Problem » Read the entries below and pull out each line with the string "direction".

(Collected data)
━━━

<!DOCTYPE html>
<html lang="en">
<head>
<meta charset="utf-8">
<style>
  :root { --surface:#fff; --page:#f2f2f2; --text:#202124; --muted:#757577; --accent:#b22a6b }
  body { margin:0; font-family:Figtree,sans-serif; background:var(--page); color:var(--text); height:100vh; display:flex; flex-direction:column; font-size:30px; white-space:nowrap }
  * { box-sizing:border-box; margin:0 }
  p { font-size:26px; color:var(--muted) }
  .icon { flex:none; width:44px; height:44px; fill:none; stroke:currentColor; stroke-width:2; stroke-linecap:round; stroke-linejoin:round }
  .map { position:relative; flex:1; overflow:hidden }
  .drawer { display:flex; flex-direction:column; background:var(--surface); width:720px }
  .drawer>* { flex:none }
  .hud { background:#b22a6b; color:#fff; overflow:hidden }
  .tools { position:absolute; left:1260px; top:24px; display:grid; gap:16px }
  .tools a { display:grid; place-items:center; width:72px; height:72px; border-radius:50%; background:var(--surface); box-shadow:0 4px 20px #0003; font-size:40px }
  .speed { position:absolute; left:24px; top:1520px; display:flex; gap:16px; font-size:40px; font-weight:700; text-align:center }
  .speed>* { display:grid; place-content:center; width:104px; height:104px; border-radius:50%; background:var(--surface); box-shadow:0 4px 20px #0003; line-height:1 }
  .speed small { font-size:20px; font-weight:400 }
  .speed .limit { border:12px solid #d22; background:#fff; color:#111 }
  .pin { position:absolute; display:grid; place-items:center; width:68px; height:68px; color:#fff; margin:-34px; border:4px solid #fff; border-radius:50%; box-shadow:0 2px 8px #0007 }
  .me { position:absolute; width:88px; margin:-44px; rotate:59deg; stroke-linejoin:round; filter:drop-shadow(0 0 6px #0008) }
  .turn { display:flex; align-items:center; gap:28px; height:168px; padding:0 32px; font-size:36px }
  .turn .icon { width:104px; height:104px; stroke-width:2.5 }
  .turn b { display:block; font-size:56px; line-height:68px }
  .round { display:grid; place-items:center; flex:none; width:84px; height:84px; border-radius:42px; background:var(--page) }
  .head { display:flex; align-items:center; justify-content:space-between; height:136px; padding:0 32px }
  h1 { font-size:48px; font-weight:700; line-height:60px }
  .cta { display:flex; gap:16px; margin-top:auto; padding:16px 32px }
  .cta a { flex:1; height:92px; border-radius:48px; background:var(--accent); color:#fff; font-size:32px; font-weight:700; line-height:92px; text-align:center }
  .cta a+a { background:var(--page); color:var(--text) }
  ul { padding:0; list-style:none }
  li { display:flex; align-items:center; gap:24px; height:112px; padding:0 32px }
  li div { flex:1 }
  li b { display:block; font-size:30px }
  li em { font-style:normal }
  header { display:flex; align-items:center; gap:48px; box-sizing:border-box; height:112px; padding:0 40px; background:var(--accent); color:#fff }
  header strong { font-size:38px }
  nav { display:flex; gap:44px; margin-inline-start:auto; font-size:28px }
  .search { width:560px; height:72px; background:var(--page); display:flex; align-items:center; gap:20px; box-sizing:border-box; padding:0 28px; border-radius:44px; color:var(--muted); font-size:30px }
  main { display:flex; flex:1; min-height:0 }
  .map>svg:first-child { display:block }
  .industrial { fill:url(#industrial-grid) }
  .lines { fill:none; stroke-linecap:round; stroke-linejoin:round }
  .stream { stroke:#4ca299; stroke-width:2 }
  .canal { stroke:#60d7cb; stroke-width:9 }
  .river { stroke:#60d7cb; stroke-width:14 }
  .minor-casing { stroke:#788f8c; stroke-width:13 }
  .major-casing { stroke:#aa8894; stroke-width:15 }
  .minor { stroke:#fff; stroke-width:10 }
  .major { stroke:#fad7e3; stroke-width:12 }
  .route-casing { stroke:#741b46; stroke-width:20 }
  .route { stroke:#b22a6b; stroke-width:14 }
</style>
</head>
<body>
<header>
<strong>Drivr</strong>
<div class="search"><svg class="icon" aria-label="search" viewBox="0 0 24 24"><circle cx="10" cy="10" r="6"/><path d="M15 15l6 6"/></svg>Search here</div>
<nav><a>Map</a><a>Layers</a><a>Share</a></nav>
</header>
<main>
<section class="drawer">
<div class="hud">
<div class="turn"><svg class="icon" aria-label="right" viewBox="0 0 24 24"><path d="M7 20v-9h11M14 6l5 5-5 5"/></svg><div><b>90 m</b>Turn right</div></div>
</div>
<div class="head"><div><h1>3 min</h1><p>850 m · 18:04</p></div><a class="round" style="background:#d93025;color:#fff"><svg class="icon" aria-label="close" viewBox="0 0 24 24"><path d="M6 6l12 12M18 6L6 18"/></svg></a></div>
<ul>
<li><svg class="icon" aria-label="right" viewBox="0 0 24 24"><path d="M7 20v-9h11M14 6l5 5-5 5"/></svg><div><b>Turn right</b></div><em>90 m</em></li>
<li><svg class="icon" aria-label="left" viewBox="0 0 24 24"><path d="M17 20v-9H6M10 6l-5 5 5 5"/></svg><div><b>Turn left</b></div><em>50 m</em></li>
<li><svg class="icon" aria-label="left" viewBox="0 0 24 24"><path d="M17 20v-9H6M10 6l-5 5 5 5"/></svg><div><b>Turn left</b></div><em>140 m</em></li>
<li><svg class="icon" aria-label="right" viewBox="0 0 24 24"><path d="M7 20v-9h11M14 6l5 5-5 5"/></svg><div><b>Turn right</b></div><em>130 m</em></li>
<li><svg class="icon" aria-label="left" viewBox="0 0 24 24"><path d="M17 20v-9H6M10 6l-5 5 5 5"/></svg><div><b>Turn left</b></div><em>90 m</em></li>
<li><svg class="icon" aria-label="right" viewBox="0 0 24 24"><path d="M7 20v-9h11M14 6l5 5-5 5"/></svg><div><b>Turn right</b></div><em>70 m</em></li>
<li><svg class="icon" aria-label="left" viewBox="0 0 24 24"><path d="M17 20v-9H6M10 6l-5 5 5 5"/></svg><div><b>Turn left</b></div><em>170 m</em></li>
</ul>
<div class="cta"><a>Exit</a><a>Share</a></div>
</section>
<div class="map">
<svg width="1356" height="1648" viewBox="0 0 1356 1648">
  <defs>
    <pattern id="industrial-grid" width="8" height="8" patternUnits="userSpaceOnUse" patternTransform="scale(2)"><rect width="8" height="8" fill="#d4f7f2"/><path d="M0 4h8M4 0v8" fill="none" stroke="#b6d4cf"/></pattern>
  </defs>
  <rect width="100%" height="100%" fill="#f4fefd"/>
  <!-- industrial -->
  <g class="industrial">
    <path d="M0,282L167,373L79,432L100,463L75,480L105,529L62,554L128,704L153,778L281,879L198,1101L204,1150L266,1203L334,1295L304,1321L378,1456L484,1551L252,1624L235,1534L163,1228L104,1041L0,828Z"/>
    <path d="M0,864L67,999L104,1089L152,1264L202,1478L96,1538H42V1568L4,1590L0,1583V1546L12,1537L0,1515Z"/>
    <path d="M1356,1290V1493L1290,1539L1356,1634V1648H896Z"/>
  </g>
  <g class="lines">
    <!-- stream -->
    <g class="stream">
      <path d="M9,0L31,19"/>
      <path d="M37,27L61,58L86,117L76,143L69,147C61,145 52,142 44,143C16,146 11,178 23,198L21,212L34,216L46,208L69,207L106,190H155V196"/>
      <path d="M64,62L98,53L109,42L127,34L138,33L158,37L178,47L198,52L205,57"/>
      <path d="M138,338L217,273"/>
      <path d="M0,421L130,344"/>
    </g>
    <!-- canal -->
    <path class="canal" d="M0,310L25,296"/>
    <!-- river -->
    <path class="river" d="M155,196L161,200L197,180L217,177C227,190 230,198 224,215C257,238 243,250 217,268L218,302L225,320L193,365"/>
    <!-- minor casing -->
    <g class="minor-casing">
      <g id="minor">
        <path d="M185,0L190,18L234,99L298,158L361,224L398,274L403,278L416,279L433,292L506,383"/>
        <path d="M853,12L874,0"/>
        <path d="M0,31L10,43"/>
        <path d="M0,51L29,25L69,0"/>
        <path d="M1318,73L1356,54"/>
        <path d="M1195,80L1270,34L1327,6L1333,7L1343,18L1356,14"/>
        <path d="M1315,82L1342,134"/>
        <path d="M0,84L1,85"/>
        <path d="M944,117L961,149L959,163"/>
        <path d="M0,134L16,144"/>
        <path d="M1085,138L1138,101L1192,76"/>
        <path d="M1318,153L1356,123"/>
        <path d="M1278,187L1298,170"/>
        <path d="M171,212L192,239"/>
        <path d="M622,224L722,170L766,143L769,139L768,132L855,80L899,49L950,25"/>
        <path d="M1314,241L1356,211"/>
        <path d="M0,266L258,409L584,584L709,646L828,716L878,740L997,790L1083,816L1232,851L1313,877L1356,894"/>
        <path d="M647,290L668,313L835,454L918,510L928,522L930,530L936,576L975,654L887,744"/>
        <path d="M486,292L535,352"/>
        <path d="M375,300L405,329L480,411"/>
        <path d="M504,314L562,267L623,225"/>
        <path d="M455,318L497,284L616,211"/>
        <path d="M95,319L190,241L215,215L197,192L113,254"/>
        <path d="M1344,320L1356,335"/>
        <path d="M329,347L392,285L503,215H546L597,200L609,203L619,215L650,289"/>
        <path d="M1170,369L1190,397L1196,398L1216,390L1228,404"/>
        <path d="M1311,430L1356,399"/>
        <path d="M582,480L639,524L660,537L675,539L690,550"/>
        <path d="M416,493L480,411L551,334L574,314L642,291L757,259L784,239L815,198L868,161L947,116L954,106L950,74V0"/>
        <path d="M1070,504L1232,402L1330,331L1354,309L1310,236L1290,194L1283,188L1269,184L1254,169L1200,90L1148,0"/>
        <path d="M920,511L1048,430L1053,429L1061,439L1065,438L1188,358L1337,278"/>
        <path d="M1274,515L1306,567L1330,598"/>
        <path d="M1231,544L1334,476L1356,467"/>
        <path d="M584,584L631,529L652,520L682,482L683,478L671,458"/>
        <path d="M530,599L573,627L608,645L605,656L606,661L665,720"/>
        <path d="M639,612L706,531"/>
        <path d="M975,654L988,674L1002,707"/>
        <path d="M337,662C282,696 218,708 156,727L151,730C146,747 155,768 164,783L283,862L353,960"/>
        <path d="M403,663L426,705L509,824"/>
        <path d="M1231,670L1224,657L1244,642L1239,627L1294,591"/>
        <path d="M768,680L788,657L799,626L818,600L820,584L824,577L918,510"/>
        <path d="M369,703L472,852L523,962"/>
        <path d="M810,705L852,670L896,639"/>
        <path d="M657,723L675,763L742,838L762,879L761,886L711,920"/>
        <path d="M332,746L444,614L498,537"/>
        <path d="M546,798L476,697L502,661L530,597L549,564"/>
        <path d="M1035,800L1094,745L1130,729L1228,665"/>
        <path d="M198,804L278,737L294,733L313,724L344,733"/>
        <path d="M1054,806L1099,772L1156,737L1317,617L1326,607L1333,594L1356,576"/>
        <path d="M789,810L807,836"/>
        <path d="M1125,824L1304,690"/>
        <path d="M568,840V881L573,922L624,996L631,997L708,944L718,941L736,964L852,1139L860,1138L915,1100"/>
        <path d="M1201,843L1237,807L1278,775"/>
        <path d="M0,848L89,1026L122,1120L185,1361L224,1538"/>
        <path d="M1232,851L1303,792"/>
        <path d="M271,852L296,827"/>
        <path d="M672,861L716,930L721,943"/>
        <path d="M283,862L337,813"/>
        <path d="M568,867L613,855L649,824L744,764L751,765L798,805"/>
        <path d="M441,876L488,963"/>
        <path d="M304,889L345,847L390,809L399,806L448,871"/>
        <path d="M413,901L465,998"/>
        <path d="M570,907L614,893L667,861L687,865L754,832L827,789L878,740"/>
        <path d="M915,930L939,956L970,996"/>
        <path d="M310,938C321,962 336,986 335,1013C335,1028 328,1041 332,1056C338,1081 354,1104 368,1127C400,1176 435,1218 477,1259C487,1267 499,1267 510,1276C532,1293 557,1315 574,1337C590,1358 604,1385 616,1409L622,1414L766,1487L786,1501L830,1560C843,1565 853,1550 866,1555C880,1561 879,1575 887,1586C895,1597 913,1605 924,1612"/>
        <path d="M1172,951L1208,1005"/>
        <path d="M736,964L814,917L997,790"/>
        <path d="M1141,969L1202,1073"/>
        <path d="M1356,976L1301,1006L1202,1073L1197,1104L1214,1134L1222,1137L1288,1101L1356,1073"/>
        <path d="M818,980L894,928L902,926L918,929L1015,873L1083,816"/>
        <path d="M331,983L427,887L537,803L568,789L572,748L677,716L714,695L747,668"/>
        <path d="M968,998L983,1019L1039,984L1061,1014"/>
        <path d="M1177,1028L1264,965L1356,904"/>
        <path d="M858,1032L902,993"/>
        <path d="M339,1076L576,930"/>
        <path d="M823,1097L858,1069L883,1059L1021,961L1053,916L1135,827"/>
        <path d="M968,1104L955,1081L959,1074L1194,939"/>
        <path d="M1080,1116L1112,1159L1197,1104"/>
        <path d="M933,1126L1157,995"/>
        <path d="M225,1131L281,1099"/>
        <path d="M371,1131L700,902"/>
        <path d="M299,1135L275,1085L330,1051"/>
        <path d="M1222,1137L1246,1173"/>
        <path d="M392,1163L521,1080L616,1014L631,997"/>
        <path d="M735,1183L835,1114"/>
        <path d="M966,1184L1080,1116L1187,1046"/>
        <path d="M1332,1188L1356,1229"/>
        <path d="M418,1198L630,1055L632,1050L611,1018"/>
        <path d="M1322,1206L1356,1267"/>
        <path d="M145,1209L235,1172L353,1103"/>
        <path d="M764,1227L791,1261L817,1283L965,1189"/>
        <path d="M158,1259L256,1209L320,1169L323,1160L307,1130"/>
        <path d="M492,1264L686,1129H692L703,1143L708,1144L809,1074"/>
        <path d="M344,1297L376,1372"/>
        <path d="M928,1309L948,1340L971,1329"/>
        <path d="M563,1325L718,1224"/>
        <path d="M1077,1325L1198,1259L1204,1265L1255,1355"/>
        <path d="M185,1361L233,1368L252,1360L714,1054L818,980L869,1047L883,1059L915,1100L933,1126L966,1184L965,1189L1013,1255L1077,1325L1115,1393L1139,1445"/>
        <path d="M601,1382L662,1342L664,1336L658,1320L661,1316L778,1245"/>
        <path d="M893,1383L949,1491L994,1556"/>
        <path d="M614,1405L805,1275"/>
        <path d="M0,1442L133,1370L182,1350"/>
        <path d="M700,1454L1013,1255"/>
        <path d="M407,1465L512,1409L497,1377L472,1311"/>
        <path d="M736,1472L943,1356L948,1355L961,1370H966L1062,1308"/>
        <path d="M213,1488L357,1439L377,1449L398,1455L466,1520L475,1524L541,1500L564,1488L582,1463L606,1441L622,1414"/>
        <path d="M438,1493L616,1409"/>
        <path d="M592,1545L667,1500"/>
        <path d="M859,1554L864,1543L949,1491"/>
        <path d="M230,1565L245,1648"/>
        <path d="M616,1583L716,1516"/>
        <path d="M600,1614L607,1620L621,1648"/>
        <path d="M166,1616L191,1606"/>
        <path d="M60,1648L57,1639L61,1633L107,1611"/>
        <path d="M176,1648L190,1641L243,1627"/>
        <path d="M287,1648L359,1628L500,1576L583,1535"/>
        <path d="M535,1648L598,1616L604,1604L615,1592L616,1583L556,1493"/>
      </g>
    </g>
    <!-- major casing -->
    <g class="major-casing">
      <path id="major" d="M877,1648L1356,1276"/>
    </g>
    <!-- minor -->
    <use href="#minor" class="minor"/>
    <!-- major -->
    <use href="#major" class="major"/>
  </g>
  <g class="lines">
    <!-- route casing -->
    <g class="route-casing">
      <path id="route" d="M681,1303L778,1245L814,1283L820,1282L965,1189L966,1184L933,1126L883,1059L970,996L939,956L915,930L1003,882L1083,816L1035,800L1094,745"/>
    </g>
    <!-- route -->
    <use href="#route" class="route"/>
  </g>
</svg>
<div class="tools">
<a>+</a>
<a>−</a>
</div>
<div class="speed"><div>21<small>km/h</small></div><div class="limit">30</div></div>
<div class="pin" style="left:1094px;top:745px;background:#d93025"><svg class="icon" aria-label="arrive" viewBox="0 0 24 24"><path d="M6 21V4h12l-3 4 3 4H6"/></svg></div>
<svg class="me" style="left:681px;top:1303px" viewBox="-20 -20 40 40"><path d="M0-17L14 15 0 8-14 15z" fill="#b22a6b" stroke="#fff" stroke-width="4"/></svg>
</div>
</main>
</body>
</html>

━━━

Written reply »
  body { margin:0; font-family:Figtree,sans-serif; background:var(--page); color:var(--text); height:100vh; display:flex; flex-direction:column; font-size:30px; white-space:nowrap }
  .drawer { display:flex; flex-direction:column; background:var(--surface); width:720px }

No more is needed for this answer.